Karzai himself is plenty of evidence that it’s easy to install a new govt, much much harder to make that govt legitimate and effective.
we can learn some lessons while forgetting others.
yeah, not good.
that nyt piece of fluff is just the tip of the iceberg. internal corruption, is just an excuse for the administration to apply pressure. hell, they’ve even repurposed the rumsfeldian homily with “We’re coming to terms with dealing with the Karzai we have.”
asia times has a much broader, realistic look at the situation today:
Karzai’s China-Iran dalliance riles Obama
as for the question of whether or not we learned anything from the experience in vietnam; l think it’s save to say that we, as a nation, and certainly the powers that be, did not. had we, we wouldn’t be in iraq or afghanistan.
Only if you think that the Vietnam War, still haunts American policy-making.
The stated goal of the Obama administration in Afghanistan is to eliminate al Qaeda, all of it, from the region and to have a stable government in which al Quaeda cannot regroup. No doubt Ahmedinejad has the same national interest.
The unanswered question is whether the US has the ambition to control the region. Clearly during the Bush administration that motivated US policy to war in Afghanistan instead of pressuring the Taliban for the delivery of al Quaeda foreigners in their country. And in 2001 there was the hope by some of an oil pipeline from Turkmenistan to India; that pipeline dream is gone because Turkmenistan has made arrangements with Iran and China and was merely seeking to avoid having Russia as its sole customer.

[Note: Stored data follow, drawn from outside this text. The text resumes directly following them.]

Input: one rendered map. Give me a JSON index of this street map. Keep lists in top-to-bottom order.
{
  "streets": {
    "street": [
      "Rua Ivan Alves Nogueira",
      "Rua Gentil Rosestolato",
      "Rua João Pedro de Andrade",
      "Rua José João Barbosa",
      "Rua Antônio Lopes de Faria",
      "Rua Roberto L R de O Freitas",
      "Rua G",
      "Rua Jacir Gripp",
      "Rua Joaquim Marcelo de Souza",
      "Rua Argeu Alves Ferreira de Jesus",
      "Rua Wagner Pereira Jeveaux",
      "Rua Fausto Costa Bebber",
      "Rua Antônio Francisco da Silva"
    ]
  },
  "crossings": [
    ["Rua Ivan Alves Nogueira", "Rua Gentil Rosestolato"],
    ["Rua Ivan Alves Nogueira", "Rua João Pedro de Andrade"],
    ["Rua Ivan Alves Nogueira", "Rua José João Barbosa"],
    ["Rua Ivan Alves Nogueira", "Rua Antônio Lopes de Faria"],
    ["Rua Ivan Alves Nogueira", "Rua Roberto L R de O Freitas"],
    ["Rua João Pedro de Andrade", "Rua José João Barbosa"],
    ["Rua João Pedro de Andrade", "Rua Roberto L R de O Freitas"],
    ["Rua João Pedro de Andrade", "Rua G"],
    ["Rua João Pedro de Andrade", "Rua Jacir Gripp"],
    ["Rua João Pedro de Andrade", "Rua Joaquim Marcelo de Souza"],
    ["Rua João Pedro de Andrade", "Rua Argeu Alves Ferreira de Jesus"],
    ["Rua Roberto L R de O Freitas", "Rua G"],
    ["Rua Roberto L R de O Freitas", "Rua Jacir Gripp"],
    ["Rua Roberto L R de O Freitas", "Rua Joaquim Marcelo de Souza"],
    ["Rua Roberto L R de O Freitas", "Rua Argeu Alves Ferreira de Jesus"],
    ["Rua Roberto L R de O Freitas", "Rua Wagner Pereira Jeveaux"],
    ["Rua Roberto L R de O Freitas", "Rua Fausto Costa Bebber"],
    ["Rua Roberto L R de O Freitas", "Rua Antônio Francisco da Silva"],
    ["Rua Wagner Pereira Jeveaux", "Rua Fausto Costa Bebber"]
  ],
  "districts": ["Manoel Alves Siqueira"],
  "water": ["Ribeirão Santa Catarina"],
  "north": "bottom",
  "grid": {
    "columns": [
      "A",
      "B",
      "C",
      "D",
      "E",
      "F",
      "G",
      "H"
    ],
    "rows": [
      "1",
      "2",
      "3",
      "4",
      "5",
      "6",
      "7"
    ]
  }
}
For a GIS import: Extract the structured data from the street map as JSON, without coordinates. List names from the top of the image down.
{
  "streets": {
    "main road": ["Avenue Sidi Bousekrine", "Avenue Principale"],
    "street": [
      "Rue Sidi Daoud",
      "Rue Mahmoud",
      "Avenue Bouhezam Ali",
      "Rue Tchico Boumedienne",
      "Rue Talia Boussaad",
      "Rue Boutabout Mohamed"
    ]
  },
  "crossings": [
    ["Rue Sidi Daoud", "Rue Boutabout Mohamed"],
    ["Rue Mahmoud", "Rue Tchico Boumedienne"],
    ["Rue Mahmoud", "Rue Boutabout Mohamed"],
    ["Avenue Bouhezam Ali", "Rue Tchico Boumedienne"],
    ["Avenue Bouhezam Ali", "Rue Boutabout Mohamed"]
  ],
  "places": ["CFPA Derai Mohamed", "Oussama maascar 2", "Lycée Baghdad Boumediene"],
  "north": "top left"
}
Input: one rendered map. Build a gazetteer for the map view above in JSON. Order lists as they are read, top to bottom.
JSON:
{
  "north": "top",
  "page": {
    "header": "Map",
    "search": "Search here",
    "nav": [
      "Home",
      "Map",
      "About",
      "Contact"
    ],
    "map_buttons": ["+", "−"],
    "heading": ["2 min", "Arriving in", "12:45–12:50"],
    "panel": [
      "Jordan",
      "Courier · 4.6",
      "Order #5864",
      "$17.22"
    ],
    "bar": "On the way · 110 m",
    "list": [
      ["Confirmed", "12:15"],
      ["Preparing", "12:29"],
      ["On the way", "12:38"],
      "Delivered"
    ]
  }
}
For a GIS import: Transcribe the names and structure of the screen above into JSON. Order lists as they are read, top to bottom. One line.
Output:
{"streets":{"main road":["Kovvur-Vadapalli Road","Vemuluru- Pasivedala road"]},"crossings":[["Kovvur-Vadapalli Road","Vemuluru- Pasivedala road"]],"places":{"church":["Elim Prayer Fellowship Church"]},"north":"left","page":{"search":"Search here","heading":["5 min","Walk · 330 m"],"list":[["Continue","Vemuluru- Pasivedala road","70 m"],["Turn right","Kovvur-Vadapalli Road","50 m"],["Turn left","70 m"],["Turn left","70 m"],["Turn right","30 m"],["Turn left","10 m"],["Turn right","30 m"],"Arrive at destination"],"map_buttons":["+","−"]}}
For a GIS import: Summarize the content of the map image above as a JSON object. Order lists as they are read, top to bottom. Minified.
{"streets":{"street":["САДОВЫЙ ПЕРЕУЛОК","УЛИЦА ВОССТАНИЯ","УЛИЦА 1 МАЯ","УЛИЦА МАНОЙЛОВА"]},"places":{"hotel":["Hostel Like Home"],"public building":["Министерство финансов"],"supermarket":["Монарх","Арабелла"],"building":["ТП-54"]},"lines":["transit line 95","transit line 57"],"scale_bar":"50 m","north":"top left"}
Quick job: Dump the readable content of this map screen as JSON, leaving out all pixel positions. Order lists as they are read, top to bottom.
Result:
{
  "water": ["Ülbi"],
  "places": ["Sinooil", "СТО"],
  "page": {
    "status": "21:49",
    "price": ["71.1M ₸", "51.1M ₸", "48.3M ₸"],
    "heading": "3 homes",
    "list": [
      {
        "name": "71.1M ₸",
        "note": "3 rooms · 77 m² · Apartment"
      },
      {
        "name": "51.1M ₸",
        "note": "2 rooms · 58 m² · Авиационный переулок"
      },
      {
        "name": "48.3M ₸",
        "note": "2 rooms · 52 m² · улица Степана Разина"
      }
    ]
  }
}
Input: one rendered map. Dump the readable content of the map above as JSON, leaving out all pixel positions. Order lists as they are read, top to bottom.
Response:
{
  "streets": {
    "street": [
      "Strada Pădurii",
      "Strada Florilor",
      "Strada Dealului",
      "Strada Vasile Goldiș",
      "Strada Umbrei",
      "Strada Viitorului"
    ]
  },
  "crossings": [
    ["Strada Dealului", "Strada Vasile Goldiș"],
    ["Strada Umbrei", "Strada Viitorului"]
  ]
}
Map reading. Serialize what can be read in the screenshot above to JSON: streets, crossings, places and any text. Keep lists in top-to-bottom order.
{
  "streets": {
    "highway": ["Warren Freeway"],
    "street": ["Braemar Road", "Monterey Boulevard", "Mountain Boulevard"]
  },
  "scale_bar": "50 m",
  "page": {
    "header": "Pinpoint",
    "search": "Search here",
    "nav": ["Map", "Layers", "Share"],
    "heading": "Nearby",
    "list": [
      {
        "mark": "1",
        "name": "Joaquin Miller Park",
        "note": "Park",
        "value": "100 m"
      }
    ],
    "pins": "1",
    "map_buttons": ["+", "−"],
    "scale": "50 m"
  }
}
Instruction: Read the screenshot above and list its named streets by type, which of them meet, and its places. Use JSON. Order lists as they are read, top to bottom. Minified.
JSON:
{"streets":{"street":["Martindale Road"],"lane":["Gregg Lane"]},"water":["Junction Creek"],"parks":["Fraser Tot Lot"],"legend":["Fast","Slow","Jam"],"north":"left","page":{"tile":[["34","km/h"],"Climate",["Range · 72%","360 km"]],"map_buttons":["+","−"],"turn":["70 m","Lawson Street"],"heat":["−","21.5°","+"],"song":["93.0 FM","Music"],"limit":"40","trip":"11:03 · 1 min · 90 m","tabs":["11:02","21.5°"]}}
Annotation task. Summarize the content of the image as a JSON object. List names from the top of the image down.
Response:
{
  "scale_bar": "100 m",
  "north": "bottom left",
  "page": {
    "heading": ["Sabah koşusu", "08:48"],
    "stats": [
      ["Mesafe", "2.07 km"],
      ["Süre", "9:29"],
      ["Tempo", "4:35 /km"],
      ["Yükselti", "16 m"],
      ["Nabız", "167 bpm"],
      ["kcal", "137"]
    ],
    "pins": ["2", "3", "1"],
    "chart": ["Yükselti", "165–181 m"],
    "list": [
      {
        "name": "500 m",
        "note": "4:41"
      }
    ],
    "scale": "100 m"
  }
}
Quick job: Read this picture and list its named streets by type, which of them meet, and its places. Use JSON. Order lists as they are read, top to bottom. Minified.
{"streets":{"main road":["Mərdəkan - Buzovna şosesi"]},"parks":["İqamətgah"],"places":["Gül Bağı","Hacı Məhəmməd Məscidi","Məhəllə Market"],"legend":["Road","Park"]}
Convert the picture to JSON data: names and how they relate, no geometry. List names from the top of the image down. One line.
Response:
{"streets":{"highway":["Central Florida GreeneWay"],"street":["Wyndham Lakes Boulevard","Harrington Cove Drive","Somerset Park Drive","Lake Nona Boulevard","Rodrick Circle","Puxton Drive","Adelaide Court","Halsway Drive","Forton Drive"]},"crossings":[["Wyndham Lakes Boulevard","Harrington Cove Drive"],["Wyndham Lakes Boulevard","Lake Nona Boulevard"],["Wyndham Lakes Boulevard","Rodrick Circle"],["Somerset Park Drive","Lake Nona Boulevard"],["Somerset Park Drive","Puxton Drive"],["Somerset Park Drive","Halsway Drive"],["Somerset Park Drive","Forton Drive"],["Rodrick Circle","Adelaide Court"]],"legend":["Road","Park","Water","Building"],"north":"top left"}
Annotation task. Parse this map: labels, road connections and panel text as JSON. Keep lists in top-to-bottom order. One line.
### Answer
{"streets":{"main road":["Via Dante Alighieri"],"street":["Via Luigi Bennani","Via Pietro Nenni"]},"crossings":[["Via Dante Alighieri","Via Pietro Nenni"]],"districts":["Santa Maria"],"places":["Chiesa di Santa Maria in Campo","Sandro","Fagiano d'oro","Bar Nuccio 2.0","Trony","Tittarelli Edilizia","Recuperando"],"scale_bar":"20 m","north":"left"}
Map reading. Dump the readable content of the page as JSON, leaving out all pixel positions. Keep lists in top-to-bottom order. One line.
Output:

It is the US view that a corrupt government cannot be stable and democratic and that corruption undermines the resources available to extend control to Taliban-controlled provinces. Karzai meanwhile is beginning to sound like a reader of the Nation. And it is the Taliban themselves who would have the most public legitimacy against corruption.
But the corruption issue is not primarily an Afghan one but an American one. Karzai is using the foreign aid money provided by US taxpayers to finance his corruption. And I have no doubt that unlike in Vietnam, the Afghan military are in on the take. Therefore, any coup d’etat would have to come from members of the Northern Alliance. That in turn would restart an inter-ethnic war that American policy has so far carefully avoided.
One of the political characteristics is that although corruption is almost the normal state of political life, charges of corruption almost always presage a coup. Most Americans do not think in those terms; charges of corruption in the US always presage a generally toothless investigation. Not considering this necessarily comforting because of past CIA actions, Karzai no doubt is worried.
My sense is that Obama is trying to hold the whole enterprise together long enough to root out the last of the Al Quaeda operatives in the region and get commitments from Pakistan, Afghanistan, leaders of the Northwest provinces of Pakistan, and ultimately the Taliban that they will not be allowed to return. The last piece of the puzzle is the Taliban organizations in the Kandahar region. There is some really strange things going on for the US to announce that they are going to occupy Kandahar in force in June.
The holy grail for the US military in this is the reputation for having succeeded in counter-insurgency. Too many of the leaders of the current efforts got their military training either during or in the immediate aftermath of the Vietnam War. And some of them are trying to redeem the military’s reputation for winning.